Water your grass.

Social media is hard.

I’m not talking about the ever changing algorithms, shadow bans, relevant hashtags etc. (though those things are HARD). I’m talking about the whole comparison thing.

There are a few bloggers I hate follow. That’s what I call it. Hate following. These bloggers make my eyes roll from here all around the world. I look at their pictures and judge them and screenshot pictures and text other people judge-y things about them. A few months ago I admitted something about the #1 girl I hate follow. If she said “Stephanie! I’ll be in Portland! Come be my tour guide for the weekend!” I’d drop everything and go hang out with her.

The driving part of my hate following? Envy. Jealousy. Insecurity. I think this girl isn’t anything special, I think I’m nothing special, and yet somehow she is making money by being not special and I’m stuck staring at an “Add New Post” screen, trying to convince myself that any of my blog ideas are worth typing out.

Her income continues to grow. Her following and influence continues to grow.

and I’m sitting here sipping my iced coffee all alone, watching judging her Instagram stories and dreaming about one day making a consistent profit it off my blog. Healthy, right?

I made a goal to read a book of the Bible this month and since I have less than a week later, I decided I should do it. Like right now at this moment.
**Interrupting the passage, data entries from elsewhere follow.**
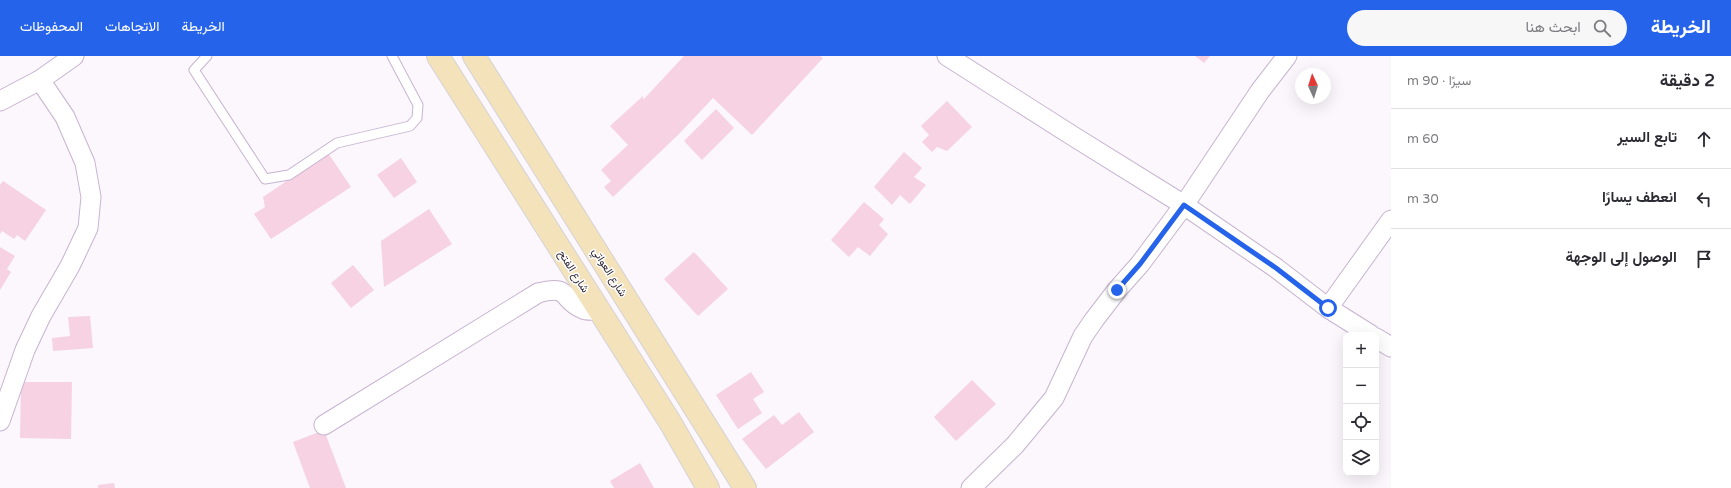 <!DOCTYPE html>
<html lang="ar">
<head>
<meta charset="utf-8">
<style>
	body { margin:0; font-family:"Varela Round",Vazirmatn,sans-serif; background:#f7f7f7; color:#2b2b33; direction:rtl }
	.controls { position:absolute; right:12px; bottom:12px; display:grid; overflow:hidden; border-radius:8px; box-shadow:0 4px 16px #0002 }
	.controls button { width:36px; height:36px; display:grid; place-items:center; padding:0; border:0; border-bottom:1px solid #e1e1e2; background:#fff; color:#2b2b33; font:20px sans-serif }
	.compass { position:absolute; left:1295px; top:12px; width:36px; height:36px; border-radius:50%; background:#fff; box-shadow:0 4px 16px #0002; rotate:356deg }
	.stop { position:absolute; width:12px; height:12px; margin:-9px; border:3px solid #2563eb; border-radius:50%; background:#fff }
	.stop.end { background:#2563eb; border-color:#fff; box-shadow:0 1px 4px #0008 }
	.list { margin:0; padding:0; list-style:none }
	h2 { display:flex; justify-content:space-between; align-items:center; height:52px; margin:0; padding:0 16px; font-size:17px }
	h2 small { font-size:13px; font-weight:400; color:#7c7c81 }
	.list li { display:grid; grid-template-columns:26px 1fr auto; gap:12px; align-items:center; box-sizing:border-box; height:60px; padding:0 16px; border-top:1px solid #e1e1e2 }
	.list b { display:block; font-size:15px; white-space:nowrap }
	.list em { font-size:13px; font-style:normal; color:#7c7c81 }
	.icon { flex:none; width:22px; height:22px; fill:none; stroke:currentColor; stroke-width:2; stroke-linecap:round; stroke-linejoin:round }
	.map { position:relative; flex:none; width:1391px; height:432px; overflow:hidden; direction:ltr }
	header { display:flex; align-items:center; gap:24px; box-sizing:border-box; height:56px; padding:0 20px; background:#2563eb; color:#fff }
	header strong { font-size:19px }
	nav { display:flex; gap:22px; margin-inline-start:auto; font-size:14px }
	.search { width:280px; height:36px; background:#f7f7f7; display:flex; align-items:center; gap:10px; box-sizing:border-box; padding:0 14px; border-radius:22px; color:#7c7c81; font-size:15px }
	main { display:flex }
	aside { flex:1; background:#fff }
	.map>svg:first-child { display:block }
</style>
</head>
<body>
<header>
<strong>الخريطة</strong>
<div class="search"><svg class="icon" aria-label="search" viewBox="0 0 24 24"><circle cx="10" cy="10" r="6"/><path d="M15 15l6 6"/></svg>ابحث هنا</div>
<nav><a>الخريطة</a><a>الاتجاهات</a><a>المحفوظات</a></nav>
</header>
<main>
<aside>
<h2>2 دقيقة<small>سيرًا · 90 m</small></h2>
<ul class="list">
<li><svg class="icon" aria-label="ahead" viewBox="0 0 24 24"><path d="M12 20V5M6 11l6-6 6 6"/></svg><div><b>تابع السير</b></div><em>60 m</em></li>
<li><svg class="icon" aria-label="left" viewBox="0 0 24 24"><path d="M17 20v-9H6M10 6l-5 5 5 5"/></svg><div><b>انعطف يسارًا</b></div><em>30 m</em></li>
<li><svg class="icon" aria-label="arrive" viewBox="0 0 24 24"><path d="M6 21V4h12l-3 4 3 4H6"/></svg><div><b>الوصول إلى الوجهة</b></div></li>
</ul>
</aside>
<div class="map">
<svg width="1391" height="432" viewBox="0 0 1391 432">
	<rect width="100%" height="100%" fill="#fbf7fd"/>
	<g fill="#f6d2e2">
		<path d="M684,0H820L823,2L752,79L713,42L679,78L613,141L604,131L611,125L601,114L628,89L610,70L643,40V44Z"/>
		<path d="M1195,0H1210L1204,7Z"/>
		<path d="M947,45L972,71L947,95L937,91L932,96L922,86L929,79L921,70Z"/>
		<path d="M716,53L734,72L702,104L684,85Z"/>
		<path d="M904,96L922,112L914,121L926,129L910,148L900,139L892,149L874,131Z"/>
		<path d="M328,97L351,131L271,183L254,158L265,151L263,141Z"/>
		<path d="M401,102L417,126L394,142L377,119Z"/>
		<path d="M3,125L46,154L25,185L17,179L14,183L2,175L0,178V129Z"/>
		<path d="M864,146L884,163L879,169L888,178L870,200L858,191L849,201L831,184Z"/>
		<path d="M429,153L452,188L384,231L381,185Z"/>
		<path d="M0,191L15,200L7,213L11,216L0,234Z"/>
		<path d="M694,196L728,233L698,260L664,223Z"/>
		<path d="M353,209L374,234L351,252L331,227Z"/>
		<path d="M90,260L93,292L53,295L52,282L70,280L68,261Z"/>
		<path d="M751,316L764,336L753,343L762,357L738,373L716,339Z"/>
		<path d="M972,324L996,348L956,385L934,361Z"/>
		<path d="M21,326H72L71,383L20,382Z"/>
		<path d="M799,356L814,376L766,413L742,383L774,359L782,369Z"/>
		<path d="M324,374L346,432H310L293,386Z"/>
		<path d="M640,407L654,432H614L610,425Z"/>
		<path d="M114,427L115,432H98V429Z"/>
	</g>
	<g fill="none" stroke-linecap="round" stroke-linejoin="round">
		<defs>
			<path id="lane" d="M207,0L194,14L265,123L289,119L337,87L410,70L417,62L418,49L392,0"/>
			<g id="street">
				<path d="M947,0L1076,82L1184,149L1276,212L1328,252L1371,279"/>
				<path d="M0,45L40,24L74,0"/>
				<path d="M1328,252L1391,164"/>
				<path d="M1376,282L1391,291"/>
				<path d="M0,365L25,294L41,260L70,210L88,172L91,141L85,107L65,61L40,24"/>
				<path d="M324,369L538,237C572,228 560,244 583,253C587,255 594,254 599,254"/>
				<path d="M971,432L1015,389L1054,342L1083,280L1094,264L1117,234L1140,208L1184,149L1260,35L1287,0"/>
			</g>
			<g id="primary">
				<path d="M438,0L670,366L708,432"/>
				<path d="M474,0L745,432"/>
			</g>
		</defs>
		<use href="#lane" stroke="#c7b3d1" stroke-width="11"/>
		<use href="#street" stroke="#c7b3d1" stroke-width="21"/>
		<use href="#primary" stroke="#d5d3d6" stroke-width="24"/>
		<use href="#lane" stroke="#fff" stroke-width="9"/>
		<use href="#street" stroke="#fff" stroke-width="19"/>
		<use href="#primary" stroke="#f3e2ba" stroke-width="22"/>
	</g>
	<g fill="none" stroke-linecap="round" stroke-linejoin="round">
		<path stroke="#2563eb" stroke-width="5" d="M1117,234L1140,208L1184,149L1276,212L1328,252"/>
	</g>
	<g text-anchor="middle" stroke-width="3" stroke-linejoin="round" paint-order="stroke">
		<g font-size="11" fill="#2d2531" stroke="#fff">
			<text transform="translate(574 215) rotate(58)" y="4">شارع الفتح</text>
			<text transform="translate(610 216) rotate(58)" y="4">شارع العواتي</text>
		</g>
	</g>
</svg>
<div class="controls">
<button>+</button>
<button>−</button>
<button><svg class="icon" aria-label="locate" viewBox="0 0 24 24"><circle cx="12" cy="12" r="6"/><path d="M12 2v4M12 18v4M2 12h4M18 12h4"/></svg></button>
<button><svg class="icon" aria-label="layers" viewBox="0 0 24 24"><path d="M12 4l9 5-9 5-9-5zM3 14l9 5 9-5"/></svg></button>
</div>
<svg class="compass" viewBox="-18 -18 36 36"><path d="M0-13l5 13h-10z" fill="#e53935"/><path d="M0 13l5-13h-10z" fill="#7c7c81"/></svg>
<div class="stop" style="left:1328px;top:252px"></div>
<div class="stop end" style="left:1117px;top:234px"></div>
</div>
</main>
</body>
</html>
Which meant it had to be a quick “easy” read. Easy in that there weren’t a lot of words, not that it was a light beach read. I decided… eh, how about 1 Peter. Just because I’ve read it but I can’t think of anything it says so that means it will be new to me.

This literally jumped out of the pages at me:

Therefore, rid yourselves of all malice and deceit, hypocrisy, envy and slander of every kind. (1 Peter 2:1)

I stopped to think about it. That envy word. I thought of this blog post. I typed in the title and then felt convicted to not get distracted from finishing the book. Then I got to this part, the words of Psalms repeated in the letter from Peter:

“Whoever would love life and see good days must keep his tongue from evil and his lips from deceitful speech.
He must turn from evil and do good; he must seek peace and pursue it.”

U.G.H.

Those two parts weighed so heavy on my heart. As I sat thinking about them, all I could think of was the idea of watering my grass. Not literal, but you know. When I sit and sip my iced coffee, cynicism leaking out of my heart, hate following the landscaping on someone else’s yard, you know what happens to mine? IT. DIES. It gets neglected and ugly and looks even less like what I’m wishing it was.

I was reminded of a Bob Goff quote I saved on my phone a few weeks ago:

Bob Goff Quote // stephanieorefice.net

The way to battle this really ugly envy I have growing inside of me is to, like Bob Goff says, be captivated with purpose. Or, as one of my favorite musicians, Jonny Lang, sings:

Jonny Lang Lyric // stephanieorefice.net

Instead of spending all of my energy hate following other people and then finding my creative energy tank run dry when it’s time for me to pour into my own stuff, I need to just patch the hate follow holes in my heart and my soul. It’s crazy how envy can really be the poison of your soul – it’s hard to be excited about anything you do, because you’re always comparing it or wondering if it’s as good or deciding it’s better and then trying to figure out why it has less appeal than someone else’s.

Y’all it feels so good to get this off of my chest. It’s been like a quiet, secret, invisible poison that’s been stifling my creativity and my joy.

Anyway. Social media is hard because I just see all the things and it makes me feel all the things, and a lot of those things aren’t good. I’m going to scroll less and blog more. Double click less and post pics more. Just work on my own thing without worrying about what other people are doing for awhile.

Have you ever felt this? Help me out with ideas of how you’ve combatted it.